Where reported, statistical significance was evaluated with a two-way ANOVA with the Sidak’s multiple comparisons test performed in the software Graphpad Prism®.

Cysteine surface accessibility analysis

The tertiary structures of glutathione reductase, pyruvate kinase, transglutaminase, protein kinase A and polynucleotide kinase were downloaded from the Protein Data Bank (PDB codes: 2HQM, 3N25, 1KV3, 4WB5, 1AQF, and 1LTQ, respectively). Molecular graphics and solvent accessible surface areas (Å2) calculations of cysteine residues were performed with UCSF Chimera (Resource for Biocomputing, Visualization and Informatics at the University of California, San Francisco, with support from NIH P41-GM103311). Accessible surface area values were determined with a probe radius of 1.4 Å, equivalent to the radius of a water molecule. As a reference for cysteine accessibility, calculated values were compared to reported accessible surface area of a cysteine residue in a folded protein (5 Å2)46. In this analysis, all cysteine residues with calculated values above 5 Å2 were considered accessible.

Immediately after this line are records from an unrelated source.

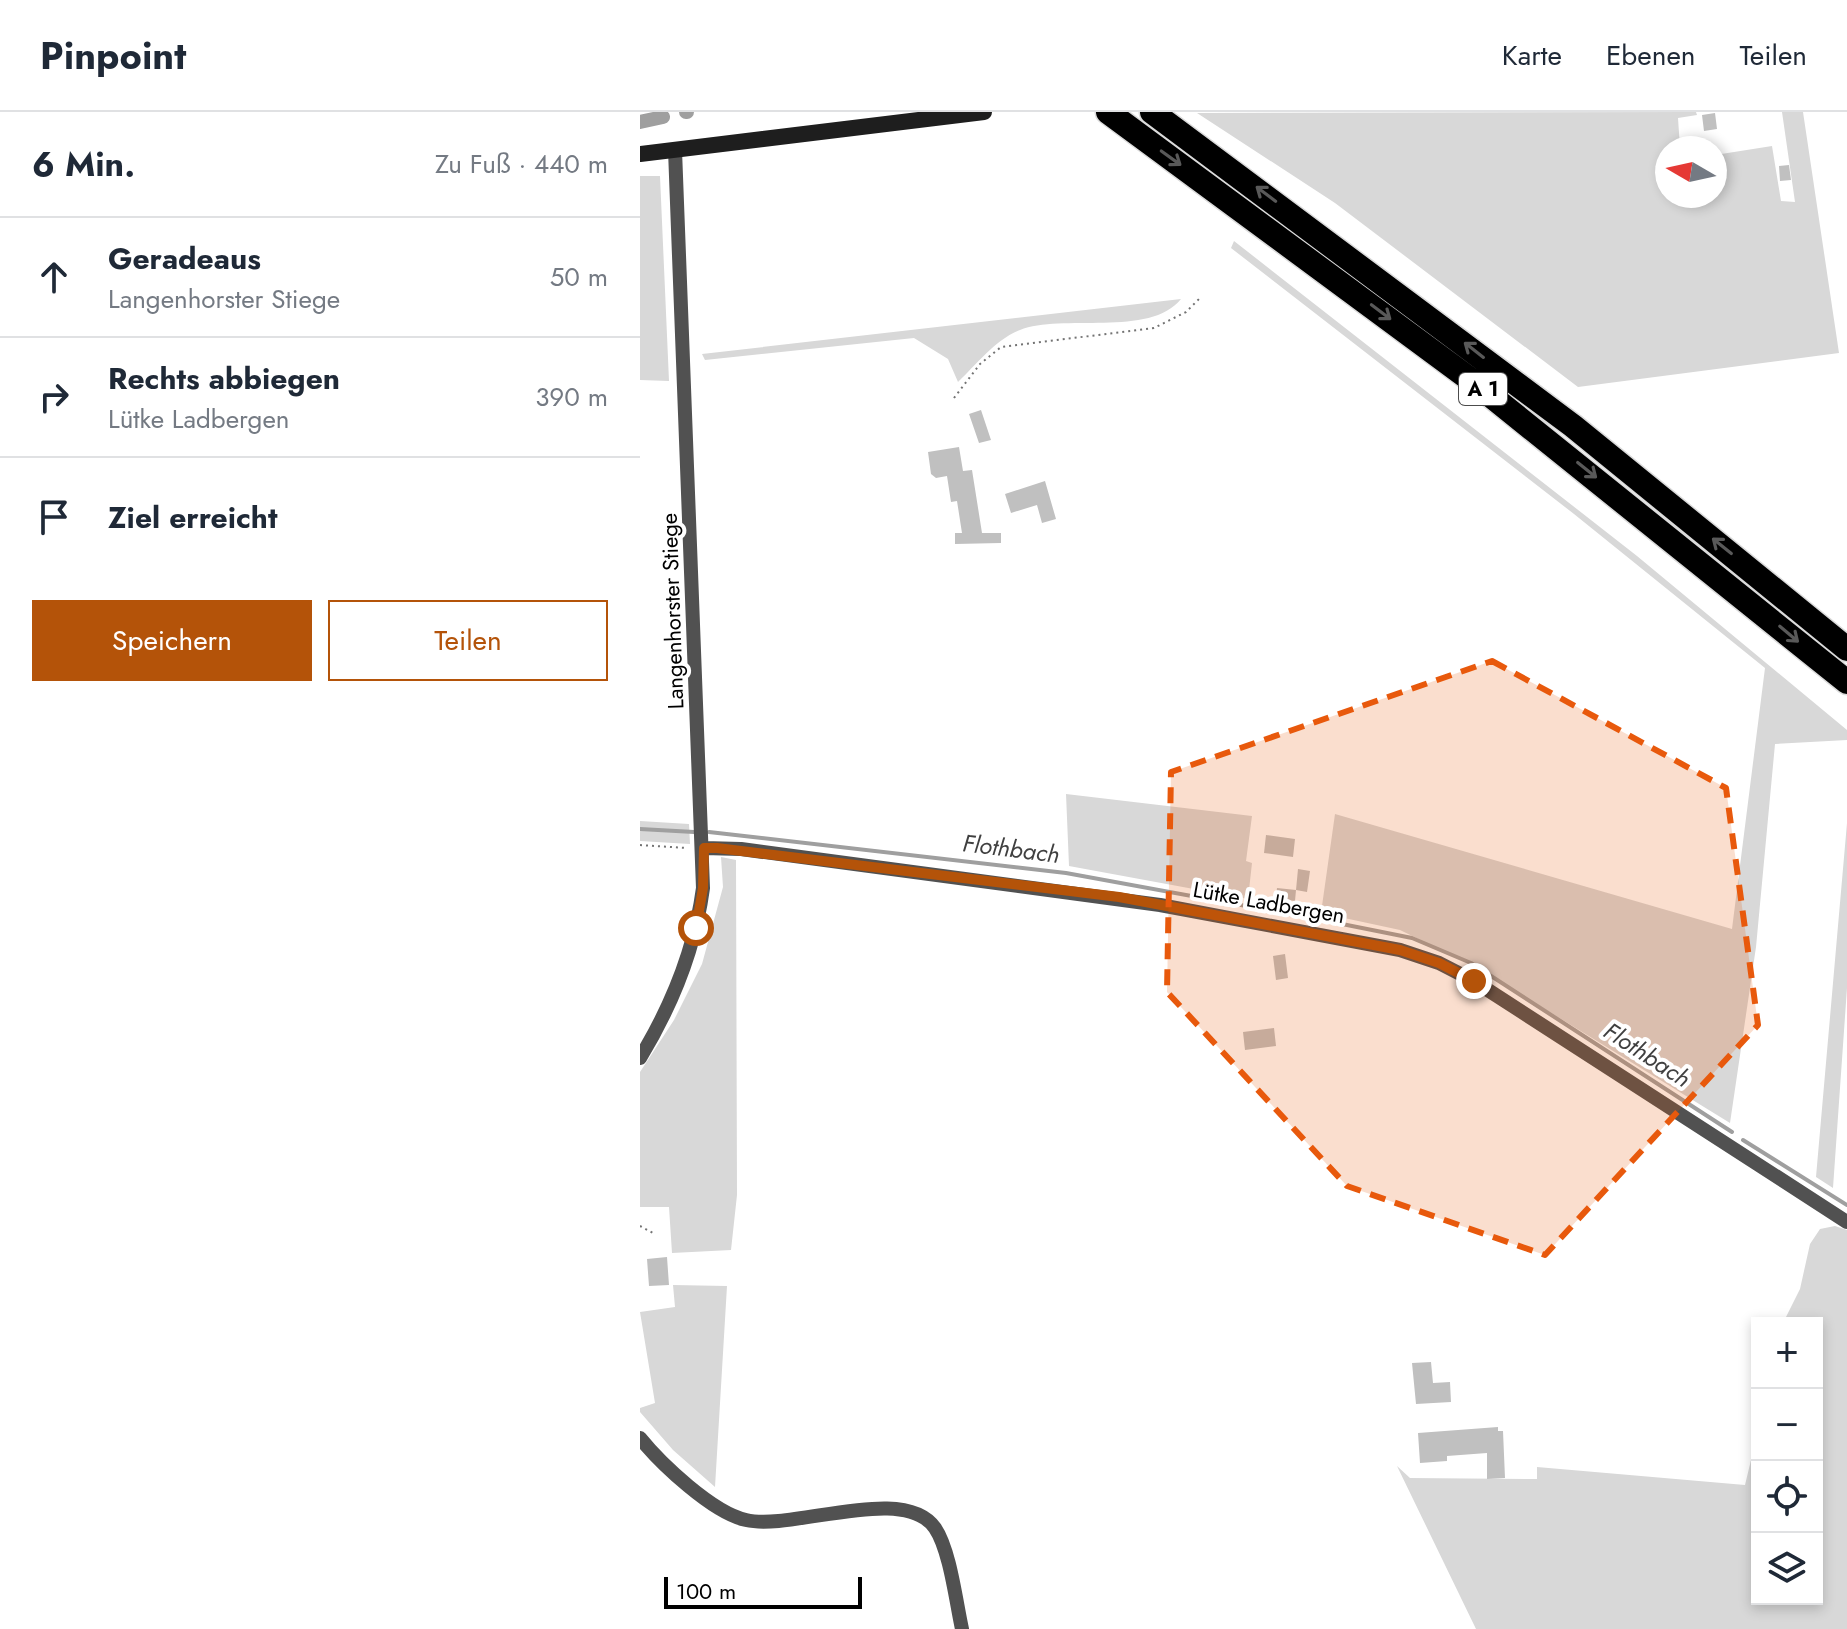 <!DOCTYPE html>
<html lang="de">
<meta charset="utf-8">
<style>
:root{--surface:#fff;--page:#f2f2f3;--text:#1f2937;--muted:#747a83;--line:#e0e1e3;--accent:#b45309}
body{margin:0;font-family:Jost,sans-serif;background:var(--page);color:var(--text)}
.controls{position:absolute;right:24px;bottom:24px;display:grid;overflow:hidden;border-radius:0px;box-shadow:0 4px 12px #0003}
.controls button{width:72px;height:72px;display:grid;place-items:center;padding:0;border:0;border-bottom:2px solid var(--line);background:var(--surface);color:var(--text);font:40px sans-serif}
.compass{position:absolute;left:1015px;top:24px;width:72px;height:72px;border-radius:50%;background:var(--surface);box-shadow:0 4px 12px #0003;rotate:279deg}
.scale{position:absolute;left:24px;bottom:20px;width:198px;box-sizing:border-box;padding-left:8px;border:4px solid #000;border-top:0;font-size:22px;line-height:28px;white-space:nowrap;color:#000;-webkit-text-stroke:6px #fff;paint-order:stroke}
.stop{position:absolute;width:24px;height:24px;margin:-18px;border:6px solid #b45309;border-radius:50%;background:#fff}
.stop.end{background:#b45309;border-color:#fff;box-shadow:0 2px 8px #0008}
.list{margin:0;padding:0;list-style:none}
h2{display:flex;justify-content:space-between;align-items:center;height:104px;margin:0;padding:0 32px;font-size:34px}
h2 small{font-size:26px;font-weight:400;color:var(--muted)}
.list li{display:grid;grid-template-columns:52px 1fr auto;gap:24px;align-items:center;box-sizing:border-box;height:120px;padding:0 32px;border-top:2px solid var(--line)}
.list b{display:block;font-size:30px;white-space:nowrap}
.list p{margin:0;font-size:26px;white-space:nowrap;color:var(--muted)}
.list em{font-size:26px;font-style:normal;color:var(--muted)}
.actions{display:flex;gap:16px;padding:24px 32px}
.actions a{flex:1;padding:18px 0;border:2px solid var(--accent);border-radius:0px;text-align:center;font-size:28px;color:var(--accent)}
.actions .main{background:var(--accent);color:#fff}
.icon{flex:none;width:44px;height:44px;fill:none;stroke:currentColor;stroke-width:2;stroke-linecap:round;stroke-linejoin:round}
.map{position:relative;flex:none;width:1207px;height:1517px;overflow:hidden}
header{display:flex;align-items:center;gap:48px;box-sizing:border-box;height:112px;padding:0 40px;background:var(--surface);border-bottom:2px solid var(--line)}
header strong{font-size:38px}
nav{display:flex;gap:44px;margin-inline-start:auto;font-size:28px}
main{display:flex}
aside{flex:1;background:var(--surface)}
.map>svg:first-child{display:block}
</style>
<header>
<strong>Pinpoint</strong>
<nav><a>Karte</a><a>Ebenen</a><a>Teilen</a></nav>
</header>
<main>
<aside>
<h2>6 Min.<small>Zu Fuß · 440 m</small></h2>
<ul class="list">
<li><svg class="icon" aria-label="ahead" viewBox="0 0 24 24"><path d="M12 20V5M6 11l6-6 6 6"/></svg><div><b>Geradeaus</b><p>Langenhorster Stiege</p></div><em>50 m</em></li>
<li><svg class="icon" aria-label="right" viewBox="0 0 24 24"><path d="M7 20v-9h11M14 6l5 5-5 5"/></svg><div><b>Rechts abbiegen</b><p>Lütke Ladbergen</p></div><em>390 m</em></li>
<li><svg class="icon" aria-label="arrive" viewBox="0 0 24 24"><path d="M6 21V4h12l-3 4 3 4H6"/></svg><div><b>Ziel erreicht</b></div></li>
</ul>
<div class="actions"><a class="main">Speichern</a><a>Teilen</a></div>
</aside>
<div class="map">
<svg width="1207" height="1517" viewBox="0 0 1207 1517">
<rect width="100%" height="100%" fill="#fff"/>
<path fill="#d8d8d8" d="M 1056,0 L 1057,3 L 1038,6 L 1040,36 L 1027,36 L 1027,84 L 1075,84 L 1075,43 L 1132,34 L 1141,89 L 1155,90 L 1142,0 L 1163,0 L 1199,241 L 938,275 L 695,91 L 557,1 Z
M 0,64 L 20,64 L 29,269 L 0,268 Z
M 594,129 L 997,444 L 1207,618 L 1207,628 L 1135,632 L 1116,835 L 1090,1011 L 840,857 L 760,818 L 681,801 L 695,702 L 1092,817 L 1125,556 L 934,402 L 591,136 Z
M 541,187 C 510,226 421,201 380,218 C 356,227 336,253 318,270 L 308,247 L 274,226 L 65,248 L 62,242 Z
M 426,682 L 612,704 L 606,749 L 612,751 L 608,787 L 429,754 Z
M 0,709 L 49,712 L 50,732 L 0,729 Z
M 1207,711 L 1207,876 L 1193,1076 L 1176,1065 Z
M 81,745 L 96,748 L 97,1083 L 91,1138 L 32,1141 L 29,1095 L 0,1095 L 0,960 L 34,908 L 62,852 L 83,775 Z
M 1195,1114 L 1207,1118 L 1207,1517 L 836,1517 L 757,1354 L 770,1366 L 897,1367 L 897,1355 L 1105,1373 L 1117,1323 L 1117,1487 L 1177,1487 L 1177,1211 L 1143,1211 L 1160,1177 L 1170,1132 L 1180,1117 Z
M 33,1173 L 87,1174 L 75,1375 L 33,1338 L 0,1300 L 0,1296 L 15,1291 L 0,1200 L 35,1195 Z"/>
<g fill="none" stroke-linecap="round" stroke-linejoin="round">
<path stroke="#9f9f9f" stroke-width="4" d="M 0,717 L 54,720
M 69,720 L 426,761 L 666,805
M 682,808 L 772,826 L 831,851 L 1092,1020
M 1103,1028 L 1207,1093"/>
<path stroke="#9f9f9f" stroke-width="14" d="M 46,0 L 47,0
M 0,10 L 23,5"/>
</g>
<path fill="#c0c0c0" d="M 1075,1 L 1077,17 L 1064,19 L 1062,3 Z
M 1149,53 L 1151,68 L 1140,69 L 1139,54 Z
M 341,298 L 351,328 L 339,331 L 329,302 Z
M 319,335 L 323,359 L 332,358 L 342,421 L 361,421 L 361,431 L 315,432 L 315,421 L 322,421 L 317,389 L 311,390 L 307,364 L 296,366 L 291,362 L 288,340 Z
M 405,369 L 416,407 L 402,411 L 397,393 L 371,401 L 365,382 Z
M 626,723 L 655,727 L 653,745 L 624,741 Z
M 658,757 L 670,759 L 667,780 L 656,778 L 655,789 L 636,786 L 637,776 L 656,778 Z
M 645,842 L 648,866 L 636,868 L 633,844 Z
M 634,916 L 636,934 L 605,938 L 603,920 Z
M 27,1145 L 29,1173 L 9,1174 L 7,1147 Z
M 791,1250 L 793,1271 L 810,1270 L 811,1290 L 776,1292 L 772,1251 Z
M 858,1315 L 858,1319 L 863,1319 L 865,1366 L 847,1367 L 847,1341 L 807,1344 L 807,1349 L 780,1351 L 778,1321 Z"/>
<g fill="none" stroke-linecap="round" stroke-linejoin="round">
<g stroke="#dbdbdb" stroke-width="27">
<path id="motorway" d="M 468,0 L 835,271 L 1207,570
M 512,0 L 933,314 L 1207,537"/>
</g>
<path stroke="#737373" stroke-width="2" stroke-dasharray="2 4" stroke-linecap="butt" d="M 314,286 L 340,252 L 361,235 L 514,216 L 546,200 L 560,186
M 0,733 L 47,736
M 0,1114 L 13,1121"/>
<path stroke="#515151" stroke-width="14" d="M 64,736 L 101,737 L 520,793 L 760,838 L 799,851 L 834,869 L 1207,1110
M 0,946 C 31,895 55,836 63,776 L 35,38
M 0,1326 C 21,1352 73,1401 106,1408 C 153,1419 264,1371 295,1416 C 310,1438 316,1490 322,1517"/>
<path stroke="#1e1e1e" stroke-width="16" d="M 0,42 L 344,0"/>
<use href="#motorway" stroke="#000" stroke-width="24"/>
</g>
<defs><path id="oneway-shaft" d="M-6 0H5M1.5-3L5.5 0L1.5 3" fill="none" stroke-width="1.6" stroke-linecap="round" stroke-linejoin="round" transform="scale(2)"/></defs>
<g stroke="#595959">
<use href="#oneway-shaft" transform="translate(531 46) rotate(36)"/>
<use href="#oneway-shaft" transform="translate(626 82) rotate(-143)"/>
<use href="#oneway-shaft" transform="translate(741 200) rotate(37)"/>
<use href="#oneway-shaft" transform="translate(834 238) rotate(-142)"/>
<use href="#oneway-shaft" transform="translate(947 358) rotate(39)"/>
<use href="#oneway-shaft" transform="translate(1082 434) rotate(-141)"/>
<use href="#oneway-shaft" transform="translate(1149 522) rotate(40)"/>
</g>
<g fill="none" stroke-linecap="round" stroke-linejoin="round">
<path stroke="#b45309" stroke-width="10" d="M 56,816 L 63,776 L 64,736 L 77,736 L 479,785 L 760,838 L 799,851 L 834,869"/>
</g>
<path fill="#e8590c" fill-opacity="0.2" stroke="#e8590c" stroke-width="6" stroke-dasharray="16 10" stroke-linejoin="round" d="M 852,549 L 1086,676 L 1118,913 L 905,1143 L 707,1074 L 527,880 L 531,660 Z"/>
<g text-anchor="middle" stroke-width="8" stroke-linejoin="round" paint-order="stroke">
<rect fill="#fff" stroke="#4c4c4c" stroke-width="2" x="819" y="261" width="48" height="32" rx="6"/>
<g font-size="20" font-weight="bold" fill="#000">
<text x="843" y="284">A 1</text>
</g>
<g font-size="22" fill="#000" stroke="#fff">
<text transform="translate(32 499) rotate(-92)" y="8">Langenhorster Stiege</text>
<text transform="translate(629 790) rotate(10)" y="8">Lütke Ladbergen</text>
</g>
<g font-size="24" font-style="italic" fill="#404040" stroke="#fff">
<text transform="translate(371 737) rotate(7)" y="8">Flothbach</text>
<text transform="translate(1007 943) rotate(33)" y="8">Flothbach</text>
</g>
</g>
</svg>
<div class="controls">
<button>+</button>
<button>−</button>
<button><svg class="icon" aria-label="locate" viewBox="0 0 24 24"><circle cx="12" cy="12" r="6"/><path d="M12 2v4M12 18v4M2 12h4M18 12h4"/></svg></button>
<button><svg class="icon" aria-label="layers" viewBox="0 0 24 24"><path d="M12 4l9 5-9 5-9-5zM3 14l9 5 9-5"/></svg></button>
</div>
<svg class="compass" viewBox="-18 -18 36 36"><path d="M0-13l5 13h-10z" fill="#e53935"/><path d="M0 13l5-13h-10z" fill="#747a83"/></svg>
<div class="scale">100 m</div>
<div class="stop" style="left:56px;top:816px"></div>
<div class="stop end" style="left:834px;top:869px"></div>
</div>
</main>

Prediction of cysteine pKa and estimation of partial atomic charges in lipoic acid

The pKa of cysteinyl thiol groups in protein activators was predicted using PROPKA. The PROPKA method consists of an empirical approach to determining pKa values by calculating the effect of the protein environment on an amino acid side chain47,48. For the thiol group in cysteine residues, the starting pKa in the calculations is 9.0. Poisson-Boltzmann electrostatic surface map for a lipoic acid trimer was generated with Maestro (Release 2022-1: Maestro v.13.1.137, Schrödinger, LLC, New York, NY, 2021). The trimer of lipoic acid provided a closer representation to poly (lipoic acid) without extensive molecular dynamic simulations. Partial atomic charges for the thiols in lipoic acid were determined using Discovery Studio (BIOVIA, Dassault Systèmes, Discovery Studio Visualizer, v21.1.0.20298, San Diego: Dassault Systèmes, 2020) for comparison to cysteinyl thiol pKa values.

Reporting summary

Further information on research design is available in the Nature Research Reporting Summary linked to this article.